Holambra 22 de outubro de 2040

O moço havia chegado à Ponte, expulso de outra escola e bem recomendado:

“É uma criança mimada e desobediente”.

Pendurou o seu paletó num cabide, derrubou dois e não fez menção de os apanhar. Fui ao seu encontro. Olhei para os objetos caídos, enquanto o meu braço pousou nos seus ombros, num amistoso abraço. O moço tentou soltar-se, mas o amplexo era firme. Gritou:

Não fui eu!

Fitei-o, calma e insistentemente. O moço voltou à fala, mas mais mansinho:

Os paletós não são meus!

Continuei olhando os paletós. O moço voltou atrás, apanhou-os e pendurou-os nos cabides de onde os tinha arrancado. Pelo fim da tarde, uma senhora entrou na escola, dirigiu-se ao vestiário, retirou do cabide o paletó do moço, atirando outro ao chão. Não se baixou para o apanhar… era a mãe do moço.

Nesse mesmo dia, acerquei-me do grupo, que o tinha acolhido. Já passava das dez horas e ele nada havia feito, se excetuarmos alguns pontapés por debaixo da mesa e o atirar de bolinhas de papel para as mesas de outros grupos. Sentei-me junto dele e perguntei o seu nome.

“Sou o Nuninho”.

“O teu nome é Nuno?” – quis confirmar

“Não! É Nuninho!”

“Então, passas a ser o meu amigo Nuno, está bem?”

Olhou-me de soslaio, mas não contestou.

“Por que não estás a estudar como os teus colegas?”

“Você não sabe? Na outra escola, eu não fazia nada!”

“Por quê?” – perguntei.

“Você não sabe? Eu sou disléxico!”

“Muito prazer em te conhecer! Eu sou o Professor Zé!” – me apresentei. O moço olhou-me com cara de quem pensava que eu não sabia o que era um disléxico.
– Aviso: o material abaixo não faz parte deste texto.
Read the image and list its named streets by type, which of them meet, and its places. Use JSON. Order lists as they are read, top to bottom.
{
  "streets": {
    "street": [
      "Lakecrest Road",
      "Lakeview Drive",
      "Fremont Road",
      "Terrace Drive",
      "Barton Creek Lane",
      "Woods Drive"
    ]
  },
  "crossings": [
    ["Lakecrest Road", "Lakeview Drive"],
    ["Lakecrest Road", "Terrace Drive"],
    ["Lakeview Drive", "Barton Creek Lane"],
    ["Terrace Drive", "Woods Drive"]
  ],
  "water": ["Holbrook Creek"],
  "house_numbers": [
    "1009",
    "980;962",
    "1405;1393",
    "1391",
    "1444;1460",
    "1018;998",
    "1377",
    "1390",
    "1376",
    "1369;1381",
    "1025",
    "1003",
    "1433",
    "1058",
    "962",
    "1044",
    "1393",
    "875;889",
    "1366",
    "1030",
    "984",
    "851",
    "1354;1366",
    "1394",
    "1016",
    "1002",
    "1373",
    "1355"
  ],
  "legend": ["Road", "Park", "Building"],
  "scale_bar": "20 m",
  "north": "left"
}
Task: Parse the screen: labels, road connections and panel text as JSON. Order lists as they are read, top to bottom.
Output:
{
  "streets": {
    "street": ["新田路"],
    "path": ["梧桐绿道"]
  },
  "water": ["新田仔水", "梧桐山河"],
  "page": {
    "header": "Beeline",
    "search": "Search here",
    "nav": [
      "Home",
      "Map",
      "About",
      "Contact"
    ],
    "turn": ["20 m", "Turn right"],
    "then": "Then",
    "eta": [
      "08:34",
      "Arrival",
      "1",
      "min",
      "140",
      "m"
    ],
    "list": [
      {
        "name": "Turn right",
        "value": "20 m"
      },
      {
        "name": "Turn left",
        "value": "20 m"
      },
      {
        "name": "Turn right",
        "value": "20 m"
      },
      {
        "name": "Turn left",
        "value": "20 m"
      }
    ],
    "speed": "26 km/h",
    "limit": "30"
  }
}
Continuei:

“Amigo Nuno, vais fazer o teu planejamento. Os teus companheiros vão ajudar-te. Eu voltarei, daqui a pouco, e quero ver o que já aprendeste”.

O grupo entendeu a mensagem. A pressão social operou milagres. O que eu disse não soou como ameaça, mas como persuasão firme e amorosa. O Nuninho, já promovido a Nuno, compreendeu que, perante um dito do professor, teria de optar entre fazer o que o professor dizia e fazer o que o professor dizia que fizesse. Optou por estudar. É evidente que cuidei de agir como se age com um disléxico. Mas, a dislexia não o impediu de aprender.

A Hanna Arendt dizia que as pessoas que não quisessem ter responsabilidade pelo mundo não deveriam ter filhos. E que os pais que não exerciam a sua autoridade, deixavam os seus filhos nas mãos de chefetes, que os lançavam no conformismo e na delinquência. A educação deveria começar na “domus” e continuar no seio da escola e da cidade, porque os filhos não nasciam com manual para uso dos pais e urgia assegurar o preceito de Napoleão: “a educação de uma criança começa vinte anos antes dela nascer”.

Naquele tempo, os infantes eram guetizados em instituições de rituais sem sentido, cativos de TV e computador. Seria preciso protegê-los da terceirização educacional. A escola poderia ser um lugar de reparação da deseducação, quando instituísse dispositivos de convivencialidade, num permanente e equilibrado diálogo com as famílias. A lei estabelecia que a educação era dever da família, da sociedade e do estado. O “e” era coordenativo, mas a prática educacional desse tempo era disjuntiva.

Entretanto, uma rede de comunidades de aprendizagem se formava, círculos de vizinhança surgiam. Neles, a família e a escola partilhavam a responsabilidade de educar. Em projetos de vida, nos quais a autoestima andava a par com a hetero-estima, onde cada ser humano era individualmente responsável pelos atos de todos os outros, onde a autoridade rimava com a liberdade e a firmeza rimava com a delicadeza.